Crysis:Warhead - 60fps at 1920×1200 a Reality?

It is no surprise that Crysis has emerged as the acid test for testing new GPUs and has found itself a home in the benchmark protfolios of most websites.

Later on Crytek released the 1.1 patch which offered performance gains but the significant of those gains was on Multi-GPU configurations. As it stands today, Crysis is still a very resource (GPU) intensive game with people resorting to either lowering the quality of shaders or resolution (or both) in order to achieve playable frame-rates.

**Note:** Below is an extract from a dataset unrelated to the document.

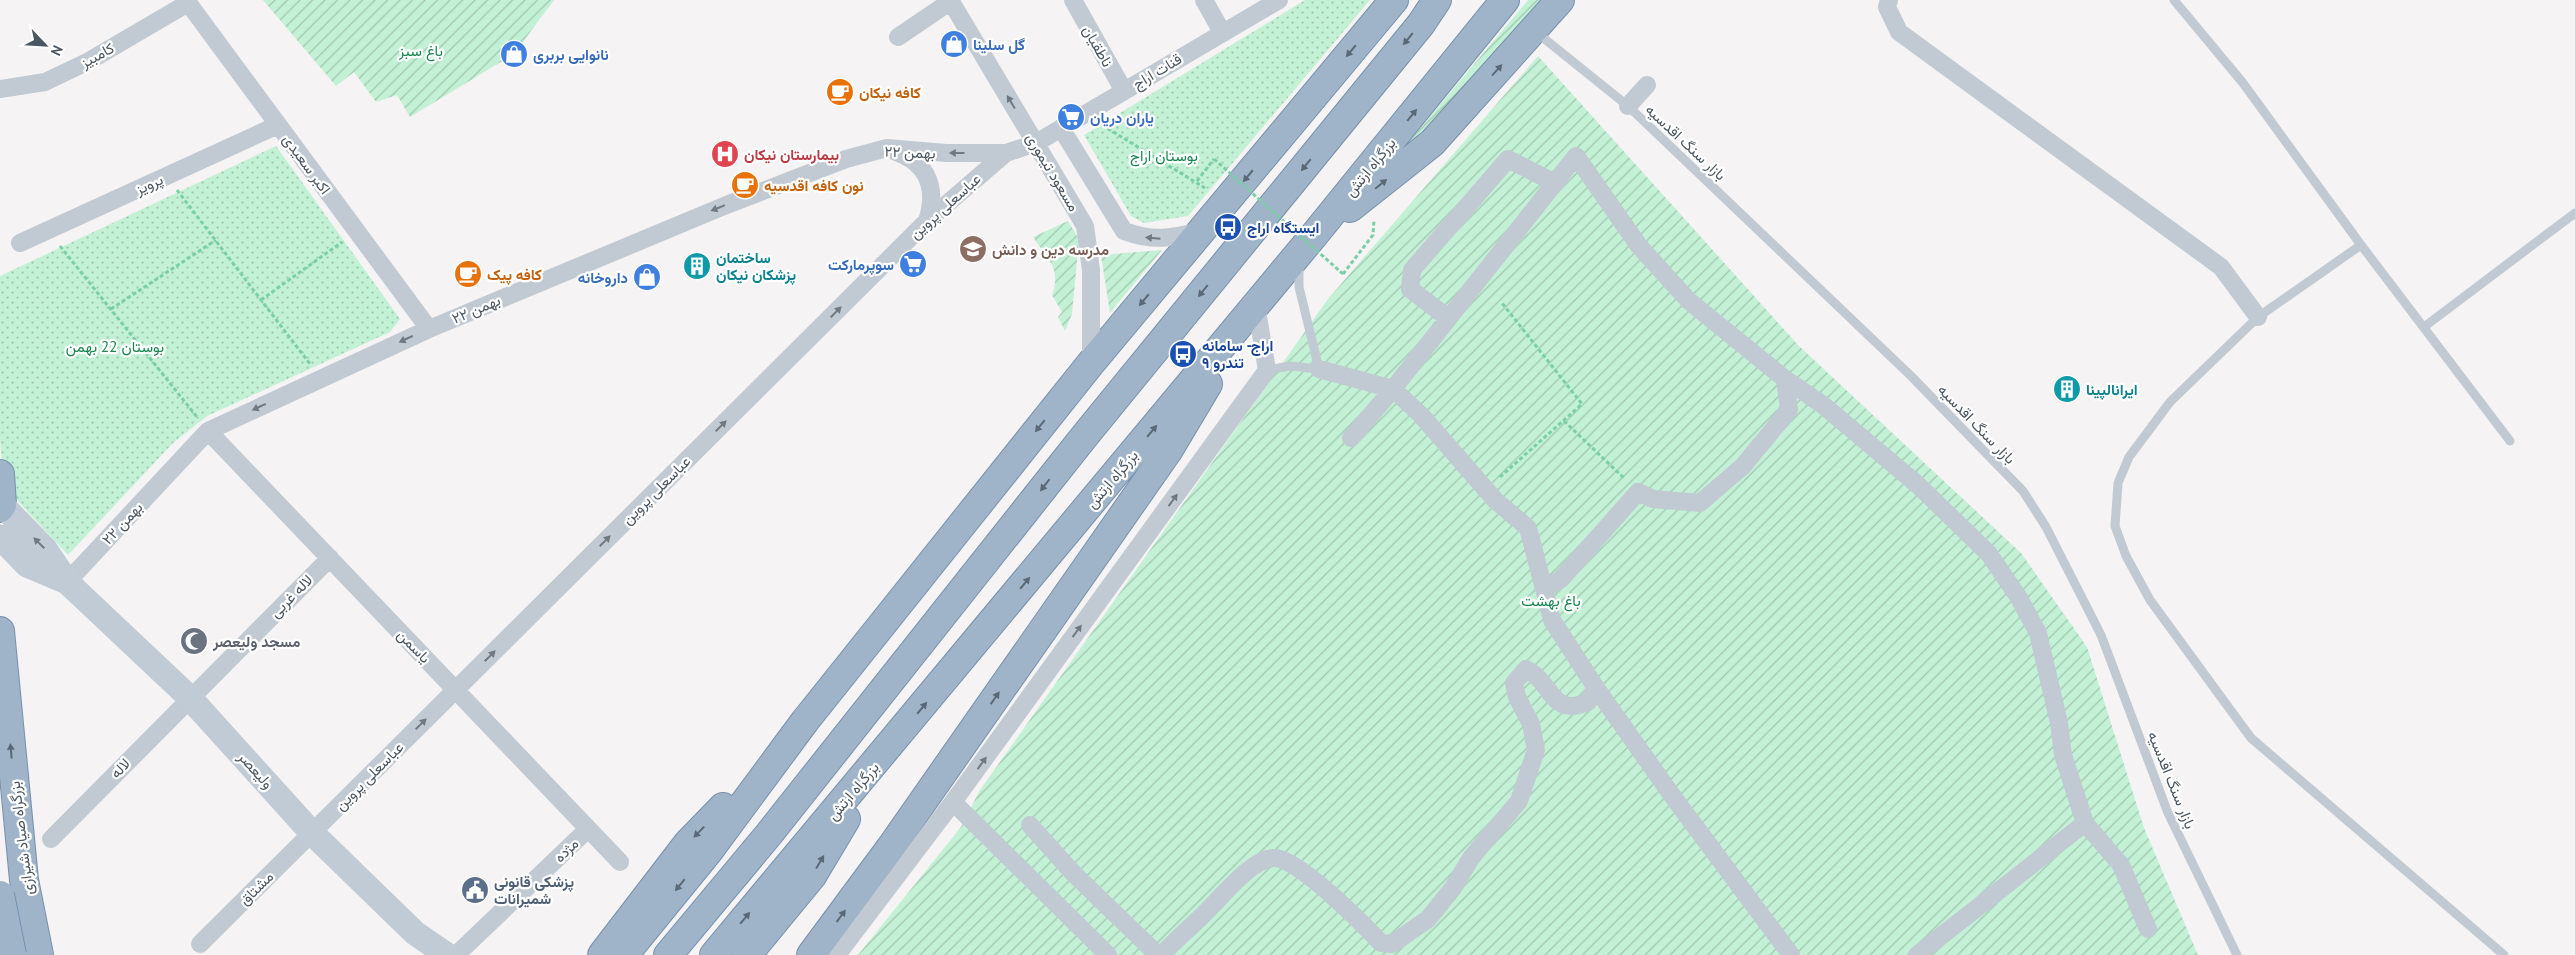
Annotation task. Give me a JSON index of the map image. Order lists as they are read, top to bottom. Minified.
{"streets":{"highway":["بزرگراه ارتش","بزرگراه صیاد شیرازی"],"main road":["ولیعصر"],"street":["ناطقیان","کامبیز","قنات اراج","۲۲ بهمن","اکبر سعیدی","مسعود تیموری","پرویز","عباسعلی پروین","لاله غربی","یاسمن","لاله","مژده","مشتاق"],"lane":["بازار سنگ اقدسیه"]},"crossings":[["ناطقیان","قنات اراج"],["کامبیز","اکبر سعیدی"],["قنات اراج","۲۲ بهمن"],["قنات اراج","مسعود تیموری"],["قنات اراج","عباسعلی پروین"],["۲۲ بهمن","اکبر سعیدی"],["۲۲ بهمن","عباسعلی پروین"],["۲۲ بهمن","یاسمن"],["۲۲ بهمن","ولیعصر"],["اکبر سعیدی","پرویز"],["عباسعلی پروین","یاسمن"],["عباسعلی پروین","ولیعصر"],["عباسعلی پروین","مشتاق"],["لاله غربی","یاسمن"],["لاله غربی","لاله"],["لاله غربی","ولیعصر"],["یاسمن","مژده"],["لاله","ولیعصر"],["ولیعصر","مشتاق"]],"one_way":["۲۲ بهمن","مسعود تیموری","عباسعلی پروین","بزرگراه صیاد شیرازی"],"parks":["باغ سبز","بوستان اراج","بوستان 22 بهمن","باغ بهشت"],"places":{"shop":["گل سلینا","نانوایی بربری","داروخانه"],"cafe":["کافه نیکان","نون کافه اقدسیه","کافه پیک"],"supermarket":["یاران دریان","سوپرمارکت"],"hospital":["بیمارستان نیکان"],"bus stop":["ایستگاه اراج","اراج- سامانه ۹ تندرو"],"school or university":["مدرسه دین و دانش"],"building":["ساختمان پزشکان نیکان","ایرانالپینا"],"mosque":["مسجد ولیعصر"],"public building":["پزشکی قانونی شمیرانات"]},"north":"bottom right"}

Crysis:Warhead arriving this fall promises to fix most of these performance related issues with the CEO Cevat Yerli saying that a $650 PC will run Warhead with playable frame-rates. If we expect that Warhead runs 20% more efficiently over Crysis, that gets us close to the 50fps mark at 1920×1200 (24" LCD) with the 4870X2. Factor in some more gain by the CrossFireX team by the time 4870X2 hits retail and we're close to the magical 60fps mark. This could mean that the days of editing .cfg files for attaining playable frame-rates at the 24" LCD resolution could finally be over, ofcourse you would have to own a 4870X2 first!

Stumble it!
This entry was posted on Thursday, July 24th, 2008 and is filed under Featured. You can follow any responses to this entry through the RSS 2.0 feed. You can leave a response, or trackback from your own site.

3 Responses to “Crysis:Warhead - 60fps at 1920×1200 a Reality?”

  1. NKD on August 20th, 2008 at 12:59 am

    well with my gtx 280 running at 702/1428/1250, with my quad at 3.6ghz, I get 49fps average in the first bench, and 43 in assault harbor, those numbers look really low for an X2 in crysis, I had the 4870 before I actually got a good deal on gtx 280 and I was getting 42fps average at 800/1100 compared to the gtx 280, so x2 should be in the 50's already.

  2. hahahafr on September 5th, 2008 at 12:15 pm

    In other words, how to sell an unoptimized game. Thanks marketing.

  3. rebisco on October 5th, 2008 at 11:34 am

    i miss the time when companies like codemasters use to make good graphics engine and yet produce quality games without being resource intensive.